[Stored items]
⁂

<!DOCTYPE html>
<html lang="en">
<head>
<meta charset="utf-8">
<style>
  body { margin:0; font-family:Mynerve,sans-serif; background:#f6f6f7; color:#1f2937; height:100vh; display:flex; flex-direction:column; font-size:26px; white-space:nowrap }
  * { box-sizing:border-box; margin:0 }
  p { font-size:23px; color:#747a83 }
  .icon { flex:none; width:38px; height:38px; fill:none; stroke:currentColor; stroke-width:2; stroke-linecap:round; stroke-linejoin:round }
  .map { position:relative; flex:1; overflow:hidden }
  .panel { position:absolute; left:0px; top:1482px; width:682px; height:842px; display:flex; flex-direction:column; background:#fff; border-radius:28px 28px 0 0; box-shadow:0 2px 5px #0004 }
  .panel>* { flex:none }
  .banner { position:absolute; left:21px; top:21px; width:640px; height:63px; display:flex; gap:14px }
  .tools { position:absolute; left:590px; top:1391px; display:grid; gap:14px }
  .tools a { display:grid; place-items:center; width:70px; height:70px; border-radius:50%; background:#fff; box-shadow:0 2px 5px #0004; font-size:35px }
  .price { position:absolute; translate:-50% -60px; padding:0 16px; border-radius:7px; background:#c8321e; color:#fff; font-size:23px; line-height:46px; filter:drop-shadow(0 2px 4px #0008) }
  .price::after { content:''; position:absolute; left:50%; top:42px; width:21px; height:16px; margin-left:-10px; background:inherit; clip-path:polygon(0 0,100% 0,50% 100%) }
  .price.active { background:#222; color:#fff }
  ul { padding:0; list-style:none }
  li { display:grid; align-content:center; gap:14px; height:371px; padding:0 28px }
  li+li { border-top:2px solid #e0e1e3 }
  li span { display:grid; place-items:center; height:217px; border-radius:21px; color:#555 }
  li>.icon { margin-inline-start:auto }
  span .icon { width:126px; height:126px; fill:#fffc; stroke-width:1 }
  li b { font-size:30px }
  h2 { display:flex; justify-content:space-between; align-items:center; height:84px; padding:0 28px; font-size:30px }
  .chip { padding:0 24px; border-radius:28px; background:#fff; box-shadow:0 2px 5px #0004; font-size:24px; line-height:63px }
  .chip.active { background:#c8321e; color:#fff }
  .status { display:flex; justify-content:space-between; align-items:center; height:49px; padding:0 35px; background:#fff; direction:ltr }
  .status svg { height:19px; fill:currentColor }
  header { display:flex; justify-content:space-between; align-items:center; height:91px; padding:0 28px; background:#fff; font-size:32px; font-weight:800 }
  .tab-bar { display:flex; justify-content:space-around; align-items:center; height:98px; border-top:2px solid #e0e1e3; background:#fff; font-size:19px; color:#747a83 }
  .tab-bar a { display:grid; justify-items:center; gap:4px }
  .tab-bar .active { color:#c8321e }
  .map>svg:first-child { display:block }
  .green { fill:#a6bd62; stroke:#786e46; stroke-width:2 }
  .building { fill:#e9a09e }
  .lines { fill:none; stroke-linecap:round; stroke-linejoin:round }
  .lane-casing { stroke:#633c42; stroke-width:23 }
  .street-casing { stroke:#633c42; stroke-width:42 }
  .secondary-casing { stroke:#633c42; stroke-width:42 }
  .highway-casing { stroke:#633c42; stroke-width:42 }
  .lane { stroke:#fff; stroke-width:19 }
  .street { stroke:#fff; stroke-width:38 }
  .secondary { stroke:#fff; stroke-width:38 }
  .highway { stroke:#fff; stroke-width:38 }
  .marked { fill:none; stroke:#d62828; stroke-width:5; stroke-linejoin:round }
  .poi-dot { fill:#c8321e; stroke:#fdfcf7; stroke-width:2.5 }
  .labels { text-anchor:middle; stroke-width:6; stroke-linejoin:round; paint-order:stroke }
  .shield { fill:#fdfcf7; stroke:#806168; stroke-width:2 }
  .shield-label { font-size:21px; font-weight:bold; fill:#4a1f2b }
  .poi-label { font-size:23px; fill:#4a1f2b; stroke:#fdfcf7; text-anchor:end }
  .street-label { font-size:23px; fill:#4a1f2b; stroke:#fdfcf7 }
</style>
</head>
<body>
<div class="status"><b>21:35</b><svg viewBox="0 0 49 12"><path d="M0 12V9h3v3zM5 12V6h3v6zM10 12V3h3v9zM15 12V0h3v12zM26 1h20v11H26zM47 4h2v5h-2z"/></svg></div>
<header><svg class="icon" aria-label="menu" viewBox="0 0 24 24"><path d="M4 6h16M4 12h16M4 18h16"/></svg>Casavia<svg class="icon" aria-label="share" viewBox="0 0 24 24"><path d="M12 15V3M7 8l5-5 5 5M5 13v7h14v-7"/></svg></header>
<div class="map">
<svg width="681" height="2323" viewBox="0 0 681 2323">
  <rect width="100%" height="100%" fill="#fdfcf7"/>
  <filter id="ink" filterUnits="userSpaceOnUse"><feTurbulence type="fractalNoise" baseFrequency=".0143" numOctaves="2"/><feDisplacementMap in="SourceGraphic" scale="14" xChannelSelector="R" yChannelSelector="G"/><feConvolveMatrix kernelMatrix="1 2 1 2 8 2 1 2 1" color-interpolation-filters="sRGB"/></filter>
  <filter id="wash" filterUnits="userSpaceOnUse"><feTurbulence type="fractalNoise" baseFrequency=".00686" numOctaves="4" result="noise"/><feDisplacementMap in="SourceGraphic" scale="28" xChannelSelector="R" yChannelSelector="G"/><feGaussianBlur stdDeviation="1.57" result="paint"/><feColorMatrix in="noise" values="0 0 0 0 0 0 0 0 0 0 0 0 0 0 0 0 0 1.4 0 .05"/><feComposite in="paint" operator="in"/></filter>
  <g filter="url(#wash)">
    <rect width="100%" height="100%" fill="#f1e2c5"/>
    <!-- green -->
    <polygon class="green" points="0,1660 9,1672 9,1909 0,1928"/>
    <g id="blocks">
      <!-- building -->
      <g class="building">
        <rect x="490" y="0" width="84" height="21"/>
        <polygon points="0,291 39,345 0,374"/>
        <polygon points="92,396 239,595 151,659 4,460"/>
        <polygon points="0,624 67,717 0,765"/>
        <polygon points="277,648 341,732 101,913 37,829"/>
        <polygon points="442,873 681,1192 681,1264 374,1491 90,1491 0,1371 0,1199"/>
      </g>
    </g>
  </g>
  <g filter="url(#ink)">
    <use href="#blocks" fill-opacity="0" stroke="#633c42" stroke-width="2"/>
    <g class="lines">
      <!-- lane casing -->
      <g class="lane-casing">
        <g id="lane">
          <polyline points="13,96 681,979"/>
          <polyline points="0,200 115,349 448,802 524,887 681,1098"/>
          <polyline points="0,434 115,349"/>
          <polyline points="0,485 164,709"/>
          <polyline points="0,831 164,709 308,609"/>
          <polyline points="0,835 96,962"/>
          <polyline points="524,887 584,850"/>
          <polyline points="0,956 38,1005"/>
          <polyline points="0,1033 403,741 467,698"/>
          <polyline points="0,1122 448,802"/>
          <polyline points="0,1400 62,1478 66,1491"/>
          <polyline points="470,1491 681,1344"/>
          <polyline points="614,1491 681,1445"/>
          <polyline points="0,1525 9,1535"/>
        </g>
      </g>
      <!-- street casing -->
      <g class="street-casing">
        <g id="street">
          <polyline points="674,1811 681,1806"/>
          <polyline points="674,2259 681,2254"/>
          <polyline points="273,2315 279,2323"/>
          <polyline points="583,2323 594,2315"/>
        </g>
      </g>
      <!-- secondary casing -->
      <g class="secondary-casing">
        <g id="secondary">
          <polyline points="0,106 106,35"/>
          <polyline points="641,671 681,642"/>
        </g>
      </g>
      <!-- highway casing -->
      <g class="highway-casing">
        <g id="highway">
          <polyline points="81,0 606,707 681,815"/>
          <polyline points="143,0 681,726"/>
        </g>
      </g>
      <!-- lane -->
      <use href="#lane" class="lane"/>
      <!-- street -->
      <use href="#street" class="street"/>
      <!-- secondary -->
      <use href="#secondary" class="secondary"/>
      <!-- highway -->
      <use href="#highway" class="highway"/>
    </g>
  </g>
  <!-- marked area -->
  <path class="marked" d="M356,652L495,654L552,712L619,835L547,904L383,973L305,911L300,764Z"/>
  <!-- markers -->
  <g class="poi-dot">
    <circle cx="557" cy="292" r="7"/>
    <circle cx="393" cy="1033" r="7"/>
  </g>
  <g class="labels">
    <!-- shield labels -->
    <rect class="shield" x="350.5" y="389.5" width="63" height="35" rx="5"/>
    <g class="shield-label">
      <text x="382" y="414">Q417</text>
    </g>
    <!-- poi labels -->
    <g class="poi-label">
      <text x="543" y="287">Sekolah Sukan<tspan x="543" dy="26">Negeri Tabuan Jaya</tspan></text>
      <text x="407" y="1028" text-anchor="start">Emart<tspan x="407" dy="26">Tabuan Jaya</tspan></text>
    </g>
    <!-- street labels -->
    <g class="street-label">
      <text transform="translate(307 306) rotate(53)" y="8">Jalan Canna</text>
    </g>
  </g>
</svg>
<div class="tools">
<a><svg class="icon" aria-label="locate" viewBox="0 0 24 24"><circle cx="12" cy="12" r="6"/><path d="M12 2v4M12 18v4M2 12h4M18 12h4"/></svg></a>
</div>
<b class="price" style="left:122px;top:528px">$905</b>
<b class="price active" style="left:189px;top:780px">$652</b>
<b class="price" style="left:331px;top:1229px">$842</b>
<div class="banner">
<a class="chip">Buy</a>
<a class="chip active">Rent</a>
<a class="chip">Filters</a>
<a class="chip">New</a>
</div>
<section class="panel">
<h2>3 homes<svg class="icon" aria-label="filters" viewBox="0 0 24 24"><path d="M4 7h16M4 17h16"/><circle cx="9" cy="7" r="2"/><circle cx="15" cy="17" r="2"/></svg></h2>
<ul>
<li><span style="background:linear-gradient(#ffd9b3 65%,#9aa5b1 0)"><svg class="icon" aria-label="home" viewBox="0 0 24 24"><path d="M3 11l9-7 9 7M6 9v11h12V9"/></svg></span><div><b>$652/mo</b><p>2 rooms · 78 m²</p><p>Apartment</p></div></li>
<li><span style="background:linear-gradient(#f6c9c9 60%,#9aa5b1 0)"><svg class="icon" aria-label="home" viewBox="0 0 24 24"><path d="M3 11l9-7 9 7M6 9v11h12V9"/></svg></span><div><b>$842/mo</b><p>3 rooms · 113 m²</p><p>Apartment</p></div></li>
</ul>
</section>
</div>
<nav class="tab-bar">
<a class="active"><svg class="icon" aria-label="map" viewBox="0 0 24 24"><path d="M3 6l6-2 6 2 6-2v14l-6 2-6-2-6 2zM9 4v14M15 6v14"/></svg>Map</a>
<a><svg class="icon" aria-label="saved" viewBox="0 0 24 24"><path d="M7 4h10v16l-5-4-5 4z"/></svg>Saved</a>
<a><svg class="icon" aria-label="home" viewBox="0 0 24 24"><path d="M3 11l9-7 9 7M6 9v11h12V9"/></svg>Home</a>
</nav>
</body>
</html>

⁂

# PROMPT
Your response should hold the lines from the first line of the entries above through the line with "position:relative; flex:1; overflow:hidden", each retyped exactly, and nothing else.

# EXERCISE ANSWER
<!DOCTYPE html>
<html lang="en">
<head>
<meta charset="utf-8">
<style>
  body { margin:0; font-family:Mynerve,sans-serif; background:#f6f6f7; color:#1f2937; height:100vh; display:flex; flex-direction:column; font-size:26px; white-space:nowrap }
  * { box-sizing:border-box; margin:0 }
  p { font-size:23px; color:#747a83 }
  .icon { flex:none; width:38px; height:38px; fill:none; stroke:currentColor; stroke-width:2; stroke-linecap:round; stroke-linejoin:round }
  .map { position:relative; flex:1; overflow:hidden }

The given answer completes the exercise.